═════ Records shown

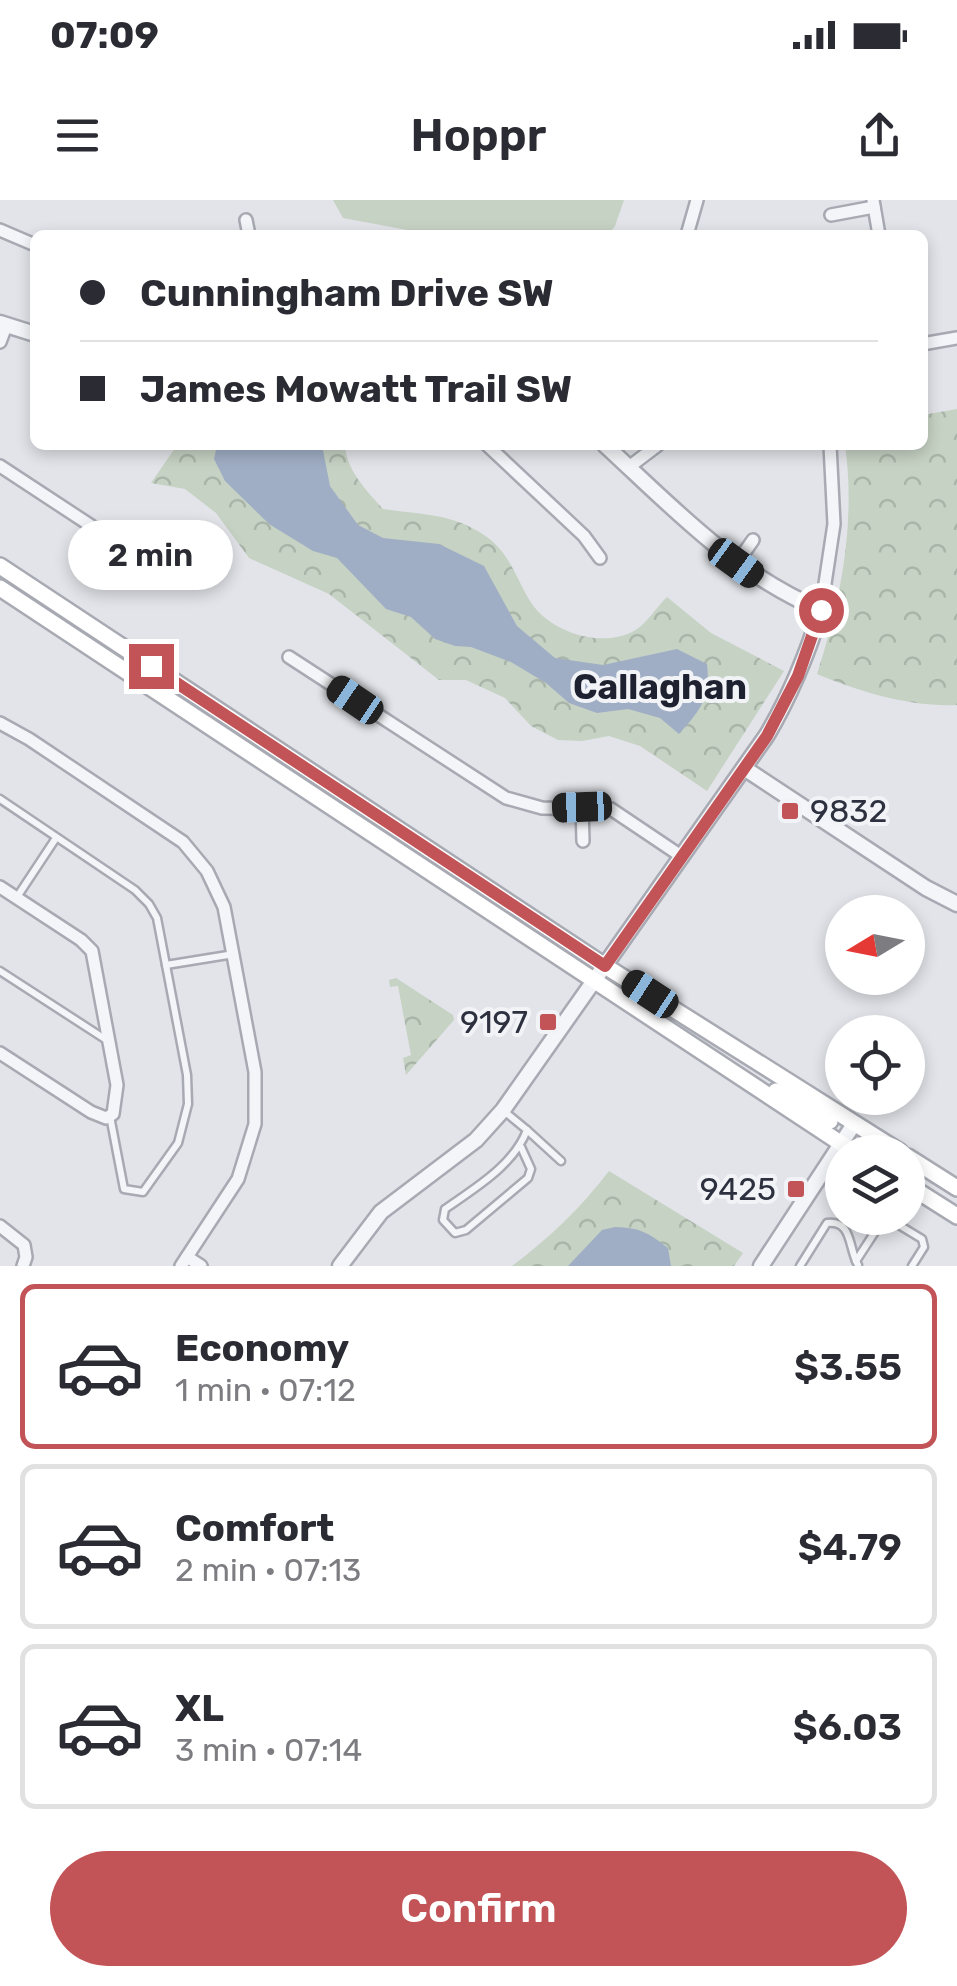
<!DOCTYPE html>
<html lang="en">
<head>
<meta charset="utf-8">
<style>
  body { margin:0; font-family:Rubik,sans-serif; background:#f7f7f7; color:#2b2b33; height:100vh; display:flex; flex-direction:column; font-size:38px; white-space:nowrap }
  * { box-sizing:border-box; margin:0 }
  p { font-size:32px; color:#7c7c81 }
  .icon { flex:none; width:55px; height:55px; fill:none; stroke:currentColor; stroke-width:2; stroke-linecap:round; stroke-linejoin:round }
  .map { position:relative; height:1066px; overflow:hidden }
  .details { display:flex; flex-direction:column; background:#fff; flex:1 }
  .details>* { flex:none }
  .guide { position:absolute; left:30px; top:30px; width:898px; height:220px; border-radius:15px; box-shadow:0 5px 15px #0003; display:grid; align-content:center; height:220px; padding:0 50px; background:#fff }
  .needle { width:65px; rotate:260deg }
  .buttons { position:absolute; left:825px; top:695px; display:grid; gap:20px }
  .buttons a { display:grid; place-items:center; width:100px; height:100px; border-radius:50%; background:#fff; box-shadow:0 5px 15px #0003; font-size:50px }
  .end { position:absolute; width:45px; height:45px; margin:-22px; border:12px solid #c25356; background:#fff; box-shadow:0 0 0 5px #fff }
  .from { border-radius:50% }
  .bubble { position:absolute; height:70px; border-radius:35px; background:#fff; box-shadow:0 5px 15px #0003; font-size:32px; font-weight:600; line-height:70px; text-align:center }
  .car { position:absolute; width:30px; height:60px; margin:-30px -15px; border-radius:12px; box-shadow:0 0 8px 2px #0007; background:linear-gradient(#222 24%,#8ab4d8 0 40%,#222 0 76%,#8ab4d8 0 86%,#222 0) }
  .guide b { display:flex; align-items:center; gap:35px; height:95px; font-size:38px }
  .guide b+b { border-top:2px solid #e1e1e2 }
  .guide i { width:25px; height:25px; background:#2b2b33 }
  ul { padding:18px 0 0; list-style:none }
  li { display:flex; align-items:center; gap:30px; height:165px; margin:0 20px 15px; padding:0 30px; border:5px solid #e1e1e2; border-radius:15px }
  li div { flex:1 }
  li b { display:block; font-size:38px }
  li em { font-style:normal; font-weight:600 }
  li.selected { border-color:#c25356 }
  li>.icon { width:90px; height:90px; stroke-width:1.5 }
  .action { display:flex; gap:20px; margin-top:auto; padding:20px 50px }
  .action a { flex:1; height:115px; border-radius:60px; background:#c25356; color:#fff; font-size:40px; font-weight:600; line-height:115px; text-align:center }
  .status { display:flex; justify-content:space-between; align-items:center; height:70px; padding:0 50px; background:#fff; direction:ltr }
  .status svg { height:28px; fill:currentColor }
  header { display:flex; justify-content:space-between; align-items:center; height:130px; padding:0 50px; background:#fff; font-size:45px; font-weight:600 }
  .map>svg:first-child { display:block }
</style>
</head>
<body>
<div class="status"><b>07:09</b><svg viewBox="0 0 49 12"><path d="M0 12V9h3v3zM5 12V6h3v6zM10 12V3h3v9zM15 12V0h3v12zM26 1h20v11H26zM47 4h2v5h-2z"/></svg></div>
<header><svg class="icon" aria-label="menu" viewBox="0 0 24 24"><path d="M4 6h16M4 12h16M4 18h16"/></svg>Hoppr<svg class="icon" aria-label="share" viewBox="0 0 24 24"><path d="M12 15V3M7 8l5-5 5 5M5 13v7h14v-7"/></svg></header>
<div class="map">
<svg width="957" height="1066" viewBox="0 0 957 1066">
  <defs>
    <pattern id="park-crowns" width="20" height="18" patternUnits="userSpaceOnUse" patternTransform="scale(2.5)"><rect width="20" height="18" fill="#c6d2c4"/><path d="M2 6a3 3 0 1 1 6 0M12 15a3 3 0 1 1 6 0" fill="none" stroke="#aab5a9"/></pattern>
  </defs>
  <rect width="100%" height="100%" fill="#e2e4e9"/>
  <!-- green -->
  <polygon fill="#c6d2c4" points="333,0 624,0 615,26 608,35 434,35 343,18"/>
  <!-- park -->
  <g fill="url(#park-crowns)">
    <path d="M957,209V505C909,507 861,492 817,474C841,400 856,323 845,245H922L923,215Z"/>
    <path d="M177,245H345C346,270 367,291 383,309C423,315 453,313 487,337C510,354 516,378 530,401C549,432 601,449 634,431C646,424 657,407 667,397L711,433L784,471L707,591L640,546L609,536L582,541L558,540L531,526L505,498L466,480H439L329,394L249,358L216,313L185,289L151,283Z"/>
    <polygon points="396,778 453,815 454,820 406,875 403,858 411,855 398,786 390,787 389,780"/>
    <path d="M609,971L743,1053L734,1066H512C549,1038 581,1008 609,971Z"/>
  </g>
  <!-- water -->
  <g fill="#a0aec5">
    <path d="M217,245H322L330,286L358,325L383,338L439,344L484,366L517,426L555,458L603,465L677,449L707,464C711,497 700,511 679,534L660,518L628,509L597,513L569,503L546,483L511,462L471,447L455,446L435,439L411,417L386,409L337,358L313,351L269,324L225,281L214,259Z"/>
    <path d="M615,1027C641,1028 647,1032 668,1048L671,1066H568L602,1030Z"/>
  </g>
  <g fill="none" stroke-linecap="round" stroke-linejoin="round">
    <!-- service casing -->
    <g stroke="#a8aab3" stroke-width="11">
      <g id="service">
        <polyline points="0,599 135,690 149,704 157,718 187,875 188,904 178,943 143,992 124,989 110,916"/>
        <polyline points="17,697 56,638"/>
        <polyline points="166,765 234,754"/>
        <polyline points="0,771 108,841"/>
        <path d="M504,911L527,930C514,965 475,988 445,1009L443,1020L455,1033L466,1030L528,978L531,969L521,947"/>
        <polyline points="527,930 561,961"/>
        <polyline points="856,1061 882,1021 889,1019 922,1039 924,1047 912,1066"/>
        <path d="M800,1066L827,1023C853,1020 848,1048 858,1065"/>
      </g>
    </g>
    <!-- minor casing -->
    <g stroke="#a8aab3" stroke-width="16">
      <g id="minor">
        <polyline points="873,0 879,35"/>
        <polyline points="831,15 874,7"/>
        <polyline points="246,20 249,35"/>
        <polyline points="0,30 35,45"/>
        <polyline points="687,35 697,0"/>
        <polyline points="0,142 6,126"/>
        <polyline points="922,144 957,138"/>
        <polyline points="487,245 584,336 600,358"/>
        <polyline points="0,266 134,354 166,366"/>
        <polyline points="629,267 658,245"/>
        <polyline points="737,363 753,340"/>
        <polyline points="821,410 834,324 830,245"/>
        <polyline points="289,457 506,598 542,608 611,609 681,656"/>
        <polyline points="0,523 29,539 183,642 207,671 224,707 255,872 255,924 238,979 181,1066"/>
        <polyline points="582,607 583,641"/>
        <polyline points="0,687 81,740 92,751 117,885 113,914 106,918 91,912 0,853"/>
        <polyline points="0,1026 24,1045 26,1057 23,1066"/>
        <polyline points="187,1057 201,1066"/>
      </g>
    </g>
    <!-- tertiary casing -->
    <g stroke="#a8aab3" stroke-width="19">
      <g id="tertiary">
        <polyline points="0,123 35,134"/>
        <polyline points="744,568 926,688 957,704"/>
        <path d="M340,1066L381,1012L476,940L503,910L767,535C790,496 807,455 821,410C735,374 672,307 605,245"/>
        <polyline points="761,1066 854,924"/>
      </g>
    </g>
    <!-- secondary casing -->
    <g stroke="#a8aab3" stroke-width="20">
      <g id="secondary">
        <polyline points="0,366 605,766 900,952"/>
        <polyline points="0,388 854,952"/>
        <polyline points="776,891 830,921"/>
        <polyline points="908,957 957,988"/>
        <polyline points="908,985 957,1016"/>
      </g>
    </g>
    <!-- service -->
    <use href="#service" stroke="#f4f5f8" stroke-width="6"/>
    <!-- minor -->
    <use href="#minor" stroke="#f4f5f8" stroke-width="11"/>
    <!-- tertiary -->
    <use href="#tertiary" stroke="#f4f5f8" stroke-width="14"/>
    <!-- secondary -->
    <use href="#secondary" stroke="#fff" stroke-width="15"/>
  </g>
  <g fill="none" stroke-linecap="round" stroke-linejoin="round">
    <!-- route -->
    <polyline stroke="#c25356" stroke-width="12" points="151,466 605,766 767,536 798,476 821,410"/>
  </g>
  <!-- markers -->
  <g fill="#c25356" stroke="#f1f3f6" stroke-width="4">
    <rect x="780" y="601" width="20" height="20" rx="5"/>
    <rect x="538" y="812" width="20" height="20" rx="5"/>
    <rect x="786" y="979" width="20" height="20" rx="5"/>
  </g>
  <g text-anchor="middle" stroke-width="8" stroke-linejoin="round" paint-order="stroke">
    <!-- poi labels -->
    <g font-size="32" fill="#2c303f" stroke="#f1f3f6" text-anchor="end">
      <text x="810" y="622" text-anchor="start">9832</text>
      <text x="528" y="833">9197</text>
      <text x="776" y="1000">9425</text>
    </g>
    <!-- neighbourhood labels -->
    <g font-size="35" font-weight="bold" fill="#1e2230" stroke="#f1f3f6">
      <text x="660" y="499">Callaghan</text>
    </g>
  </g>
</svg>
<div class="buttons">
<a><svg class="needle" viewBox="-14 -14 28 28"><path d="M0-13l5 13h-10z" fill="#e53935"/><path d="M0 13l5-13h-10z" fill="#7c7c81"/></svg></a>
<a><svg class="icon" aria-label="locate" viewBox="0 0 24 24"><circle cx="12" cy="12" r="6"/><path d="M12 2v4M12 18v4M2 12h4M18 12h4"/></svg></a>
<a><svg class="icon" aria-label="layers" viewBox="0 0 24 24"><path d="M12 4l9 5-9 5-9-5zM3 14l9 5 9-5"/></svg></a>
</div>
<i class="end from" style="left:821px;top:410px"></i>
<i class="end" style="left:151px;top:466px"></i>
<div class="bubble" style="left:68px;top:320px;width:165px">2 min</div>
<i class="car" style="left:736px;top:363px;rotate:126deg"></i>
<i class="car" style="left:355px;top:500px;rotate:304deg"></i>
<i class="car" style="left:582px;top:607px;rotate:268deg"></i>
<i class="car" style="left:650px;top:794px;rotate:303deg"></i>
<div class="guide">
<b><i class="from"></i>Cunningham Drive SW</b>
<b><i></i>James Mowatt Trail SW</b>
</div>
</div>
<section class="details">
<ul>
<li class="selected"><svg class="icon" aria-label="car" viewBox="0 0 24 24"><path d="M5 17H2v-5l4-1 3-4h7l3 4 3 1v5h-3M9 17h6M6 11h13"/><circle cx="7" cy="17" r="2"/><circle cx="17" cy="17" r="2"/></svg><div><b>Economy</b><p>1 min · 07:12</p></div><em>$3.55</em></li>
<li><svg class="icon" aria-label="car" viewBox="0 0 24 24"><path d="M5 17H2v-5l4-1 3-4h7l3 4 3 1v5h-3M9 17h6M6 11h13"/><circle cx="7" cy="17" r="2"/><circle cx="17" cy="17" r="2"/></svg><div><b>Comfort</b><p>2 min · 07:13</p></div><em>$4.79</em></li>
<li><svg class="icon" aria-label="car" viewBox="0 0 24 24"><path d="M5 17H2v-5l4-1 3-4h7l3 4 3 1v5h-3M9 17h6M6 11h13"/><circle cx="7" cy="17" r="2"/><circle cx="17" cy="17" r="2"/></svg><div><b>XL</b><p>3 min · 07:14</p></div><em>$6.03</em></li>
</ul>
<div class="action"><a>Confirm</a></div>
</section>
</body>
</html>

══════════

- **Activity**: For the word "buttons", how many lines in the records above contain it? Answer with the number and nothing else.

- **Result below**: 3